CT: Is Scotland an “easy” archaeological site?
CML: For a variety of reasons, not least differing agricultural practices, Scotland boasts one
of the richest archaeological landscapes in the whole of Europe. Because of that it is
possible to “read” the landscape from the earliest period of farming settlement through
to the remains of some of the earliest complexes associated with the very beginnings
of the Industrial Revolution of the 18th century. Without an understanding of its
archaeology it would be difficult to understand the Scottish landscape.
CT: Are there hidden or lesser known archaeological sites in Edinburgh (or nearby) that
people can visit to understand the history and development of the city?

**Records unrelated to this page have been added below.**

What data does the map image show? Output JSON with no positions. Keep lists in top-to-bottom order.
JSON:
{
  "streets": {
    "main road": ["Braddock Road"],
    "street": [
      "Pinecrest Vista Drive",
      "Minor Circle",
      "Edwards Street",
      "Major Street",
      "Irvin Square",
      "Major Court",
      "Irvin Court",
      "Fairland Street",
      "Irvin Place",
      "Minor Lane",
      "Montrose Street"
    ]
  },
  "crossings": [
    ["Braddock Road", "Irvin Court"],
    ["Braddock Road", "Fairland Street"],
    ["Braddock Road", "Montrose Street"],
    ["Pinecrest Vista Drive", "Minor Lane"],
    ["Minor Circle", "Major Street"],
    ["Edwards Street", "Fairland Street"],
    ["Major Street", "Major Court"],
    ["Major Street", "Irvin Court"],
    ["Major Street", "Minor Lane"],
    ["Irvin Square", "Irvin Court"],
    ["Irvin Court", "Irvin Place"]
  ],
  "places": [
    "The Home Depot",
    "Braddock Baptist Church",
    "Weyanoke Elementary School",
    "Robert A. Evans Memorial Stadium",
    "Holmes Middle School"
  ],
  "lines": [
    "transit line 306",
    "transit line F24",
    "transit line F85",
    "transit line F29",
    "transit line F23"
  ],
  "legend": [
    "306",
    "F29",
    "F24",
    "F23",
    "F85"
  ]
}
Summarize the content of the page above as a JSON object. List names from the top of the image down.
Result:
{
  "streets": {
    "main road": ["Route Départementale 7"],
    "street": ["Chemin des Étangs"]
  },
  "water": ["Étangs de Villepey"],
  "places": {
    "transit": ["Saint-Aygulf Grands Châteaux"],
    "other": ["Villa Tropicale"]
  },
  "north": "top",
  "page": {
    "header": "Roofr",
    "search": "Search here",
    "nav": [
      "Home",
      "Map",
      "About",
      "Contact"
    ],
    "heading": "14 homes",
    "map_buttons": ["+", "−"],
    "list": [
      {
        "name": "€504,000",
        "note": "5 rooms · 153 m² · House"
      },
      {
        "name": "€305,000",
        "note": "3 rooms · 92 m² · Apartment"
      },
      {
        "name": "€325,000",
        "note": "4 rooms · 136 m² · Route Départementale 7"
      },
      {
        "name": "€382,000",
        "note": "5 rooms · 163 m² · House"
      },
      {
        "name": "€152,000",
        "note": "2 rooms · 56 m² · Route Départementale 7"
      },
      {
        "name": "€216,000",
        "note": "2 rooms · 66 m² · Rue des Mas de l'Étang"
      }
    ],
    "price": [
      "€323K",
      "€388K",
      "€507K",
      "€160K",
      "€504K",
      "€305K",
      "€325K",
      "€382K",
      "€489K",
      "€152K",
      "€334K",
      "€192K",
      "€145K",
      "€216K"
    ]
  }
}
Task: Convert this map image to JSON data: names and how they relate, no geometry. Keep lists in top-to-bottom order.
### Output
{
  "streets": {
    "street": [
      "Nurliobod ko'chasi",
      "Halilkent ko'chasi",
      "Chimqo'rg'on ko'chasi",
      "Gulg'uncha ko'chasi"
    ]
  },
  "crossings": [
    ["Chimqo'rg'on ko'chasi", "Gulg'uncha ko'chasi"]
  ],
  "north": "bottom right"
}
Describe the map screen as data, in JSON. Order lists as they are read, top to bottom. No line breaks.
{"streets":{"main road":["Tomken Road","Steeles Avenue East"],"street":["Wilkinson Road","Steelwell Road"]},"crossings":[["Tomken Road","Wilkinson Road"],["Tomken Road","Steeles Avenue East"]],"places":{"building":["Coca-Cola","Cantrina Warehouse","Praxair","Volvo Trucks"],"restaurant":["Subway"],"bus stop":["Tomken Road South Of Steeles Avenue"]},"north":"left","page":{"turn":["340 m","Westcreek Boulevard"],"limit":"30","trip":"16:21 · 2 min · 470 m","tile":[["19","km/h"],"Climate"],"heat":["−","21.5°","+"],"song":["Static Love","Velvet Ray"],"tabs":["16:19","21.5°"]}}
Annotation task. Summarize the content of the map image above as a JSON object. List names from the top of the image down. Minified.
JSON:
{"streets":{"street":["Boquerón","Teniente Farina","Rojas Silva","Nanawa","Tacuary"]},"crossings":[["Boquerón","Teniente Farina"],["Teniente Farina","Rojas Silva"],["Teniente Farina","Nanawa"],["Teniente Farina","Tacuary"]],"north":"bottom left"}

CML: One might say that Edinburgh is just one huge archaeological site. I can think of many un-noticed sites such as the Cat Stone, a prehistoric standing stone in the forecourt of an office complex, and its nearby Newbridge chambered tomb now serving as a roundabout. But what is most important for Edinburgh’s development as the most strategic hill fort on the Scottish south-east coast was the almost 2,000 year old Roman road from York to the sea-fort at Cramond on the Forth, whose faint lines in the cityscape can still be traced.
CT: Your experience at the National Trust for Scotland must have given you a fantastic knowledge of the cultural and natural heritage of Scotland, what are your favorite places? And why?
CML: Working for the National Trust for Scotland was a great privilege and afforded me an invaluable opportunity of getting to understand the wide range of both the natural and built heritage of which Scotland boasts. Perhaps my favourite places are those where you have the feeling that the occupants have simply close the door and gone out for a while leaving everything as it was. You have that sense of suspended time in places like Newhailes, on the edge of Edinburgh, Kelly Castle, in Fife and the Tenement House in Glasgow as well as in some of the Trust’s magical gardens, such as Branklyn, where you still have a sense of the care and attention lavished upon them by their original owners.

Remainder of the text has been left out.